Un acteur présumé d’origine chinoise a été lié à une série de 10 attaques ciblant la Mongolie, la Russie, la Biélorussie, le Canada et les États-Unis de janvier à juillet 2021 qui impliquent le déploiement d’un cheval de Troie d’accès à distance (RAT) sur des systèmes infectés. , selon de nouvelles recherches.

Les intrusions ont été attribuées à une menace persistante avancée nommée APT31 (FireEye), qui est suivie par la communauté de la cybersécurité sous les surnoms Zirconium (Microsoft), Judgment Panda (CrowdStrike) et Bronze Vinewood (Secureworks).

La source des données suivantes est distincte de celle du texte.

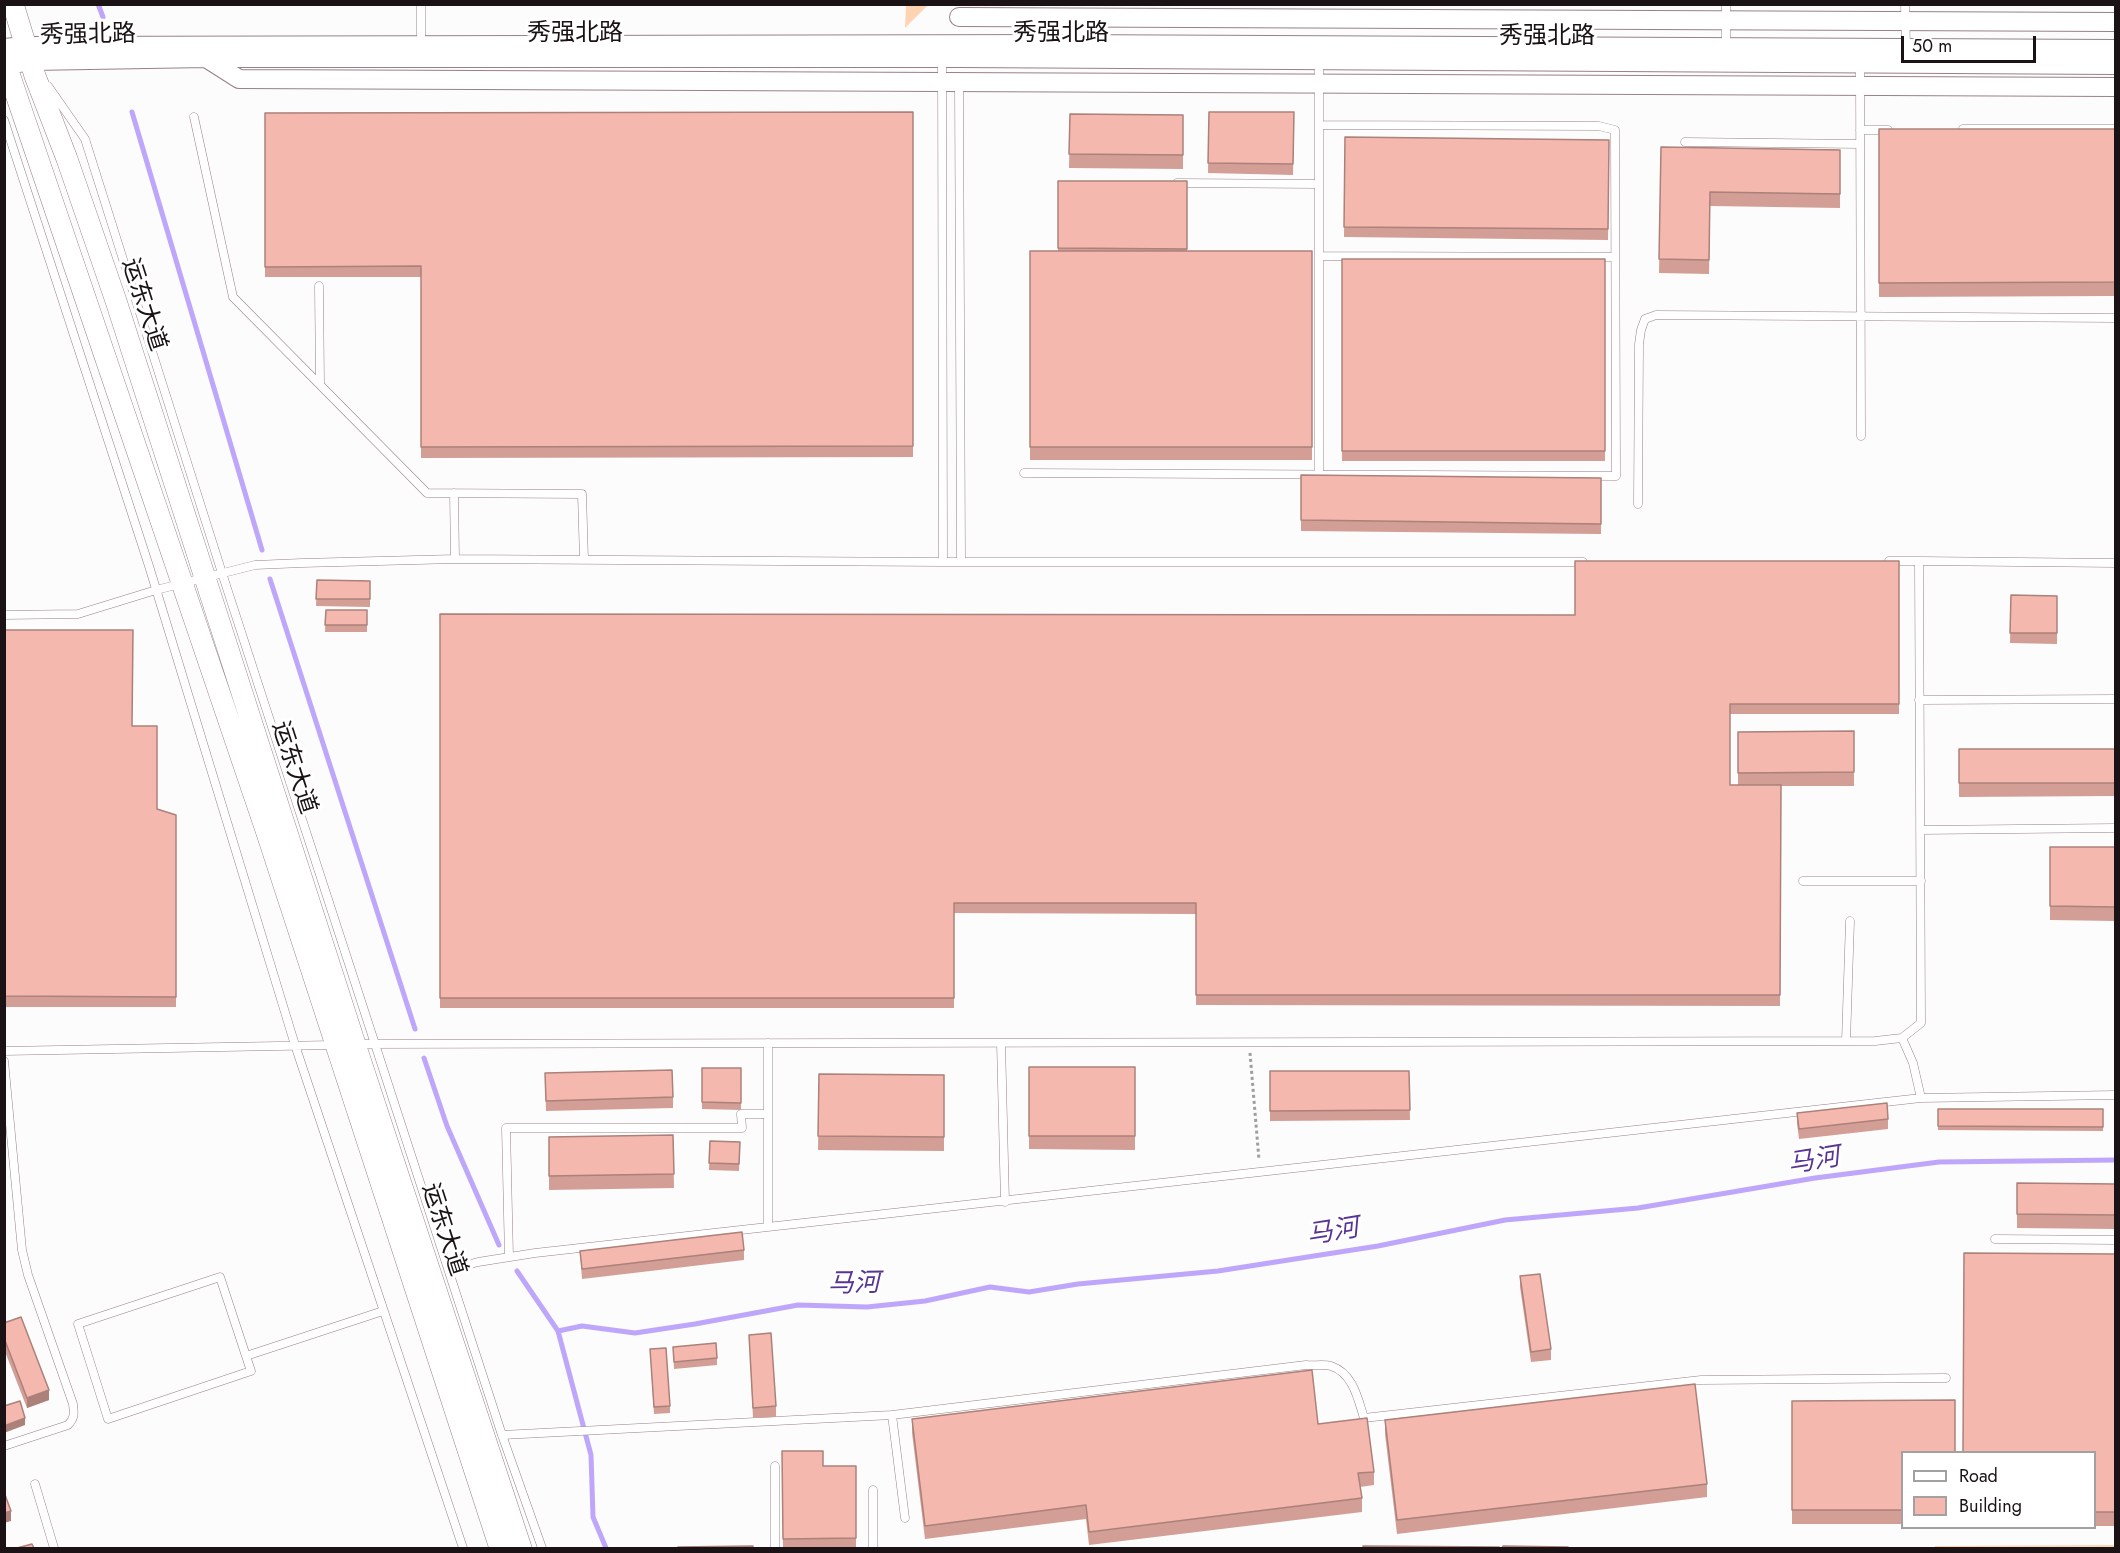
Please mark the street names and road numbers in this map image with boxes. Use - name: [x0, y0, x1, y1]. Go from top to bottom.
- street label: 秀强北路: [527, 20, 623, 48]
- street label: 秀强北路: [1013, 20, 1109, 48]
- street label: 秀强北路: [40, 21, 136, 51]
- street label: 秀强北路: [1499, 23, 1595, 51]
- street label: 运东大道: [114, 255, 172, 355]
- street label: 运东大道: [264, 718, 322, 818]
- street label: 运东大道: [414, 1180, 472, 1280]

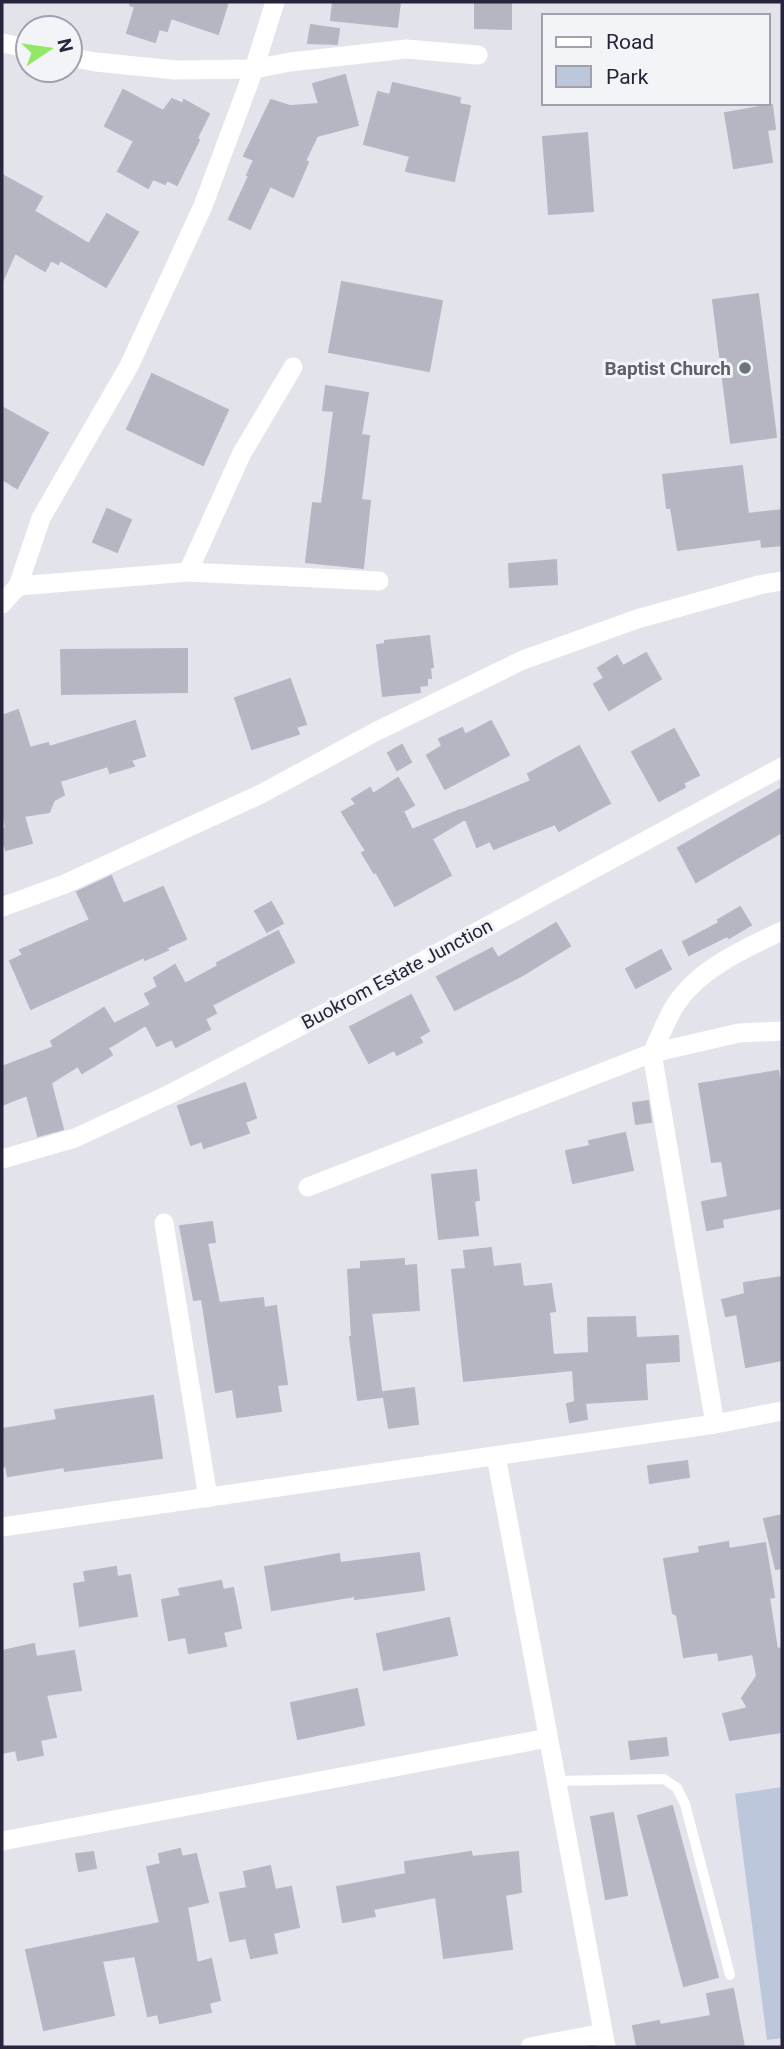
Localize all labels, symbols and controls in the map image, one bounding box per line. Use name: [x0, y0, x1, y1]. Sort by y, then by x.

Équipes de débordement de pile

Le groupe est un « acteur de cyber-espionnage lié à la Chine axé sur l’obtention d’informations pouvant fournir au gouvernement chinois et aux entreprises publiques des avantages politiques, économiques et militaires ». selon à FireEye.

Technologies positives, dans un rédiger publié mardi, a révélé un nouveau compte-gouttes de malware qui a été utilisé pour faciliter les attaques, y compris la récupération des charges utiles chiffrées de la prochaine étape à partir d’un serveur de commande et de contrôle distant, qui sont ensuite décodées pour exécuter la porte dérobée.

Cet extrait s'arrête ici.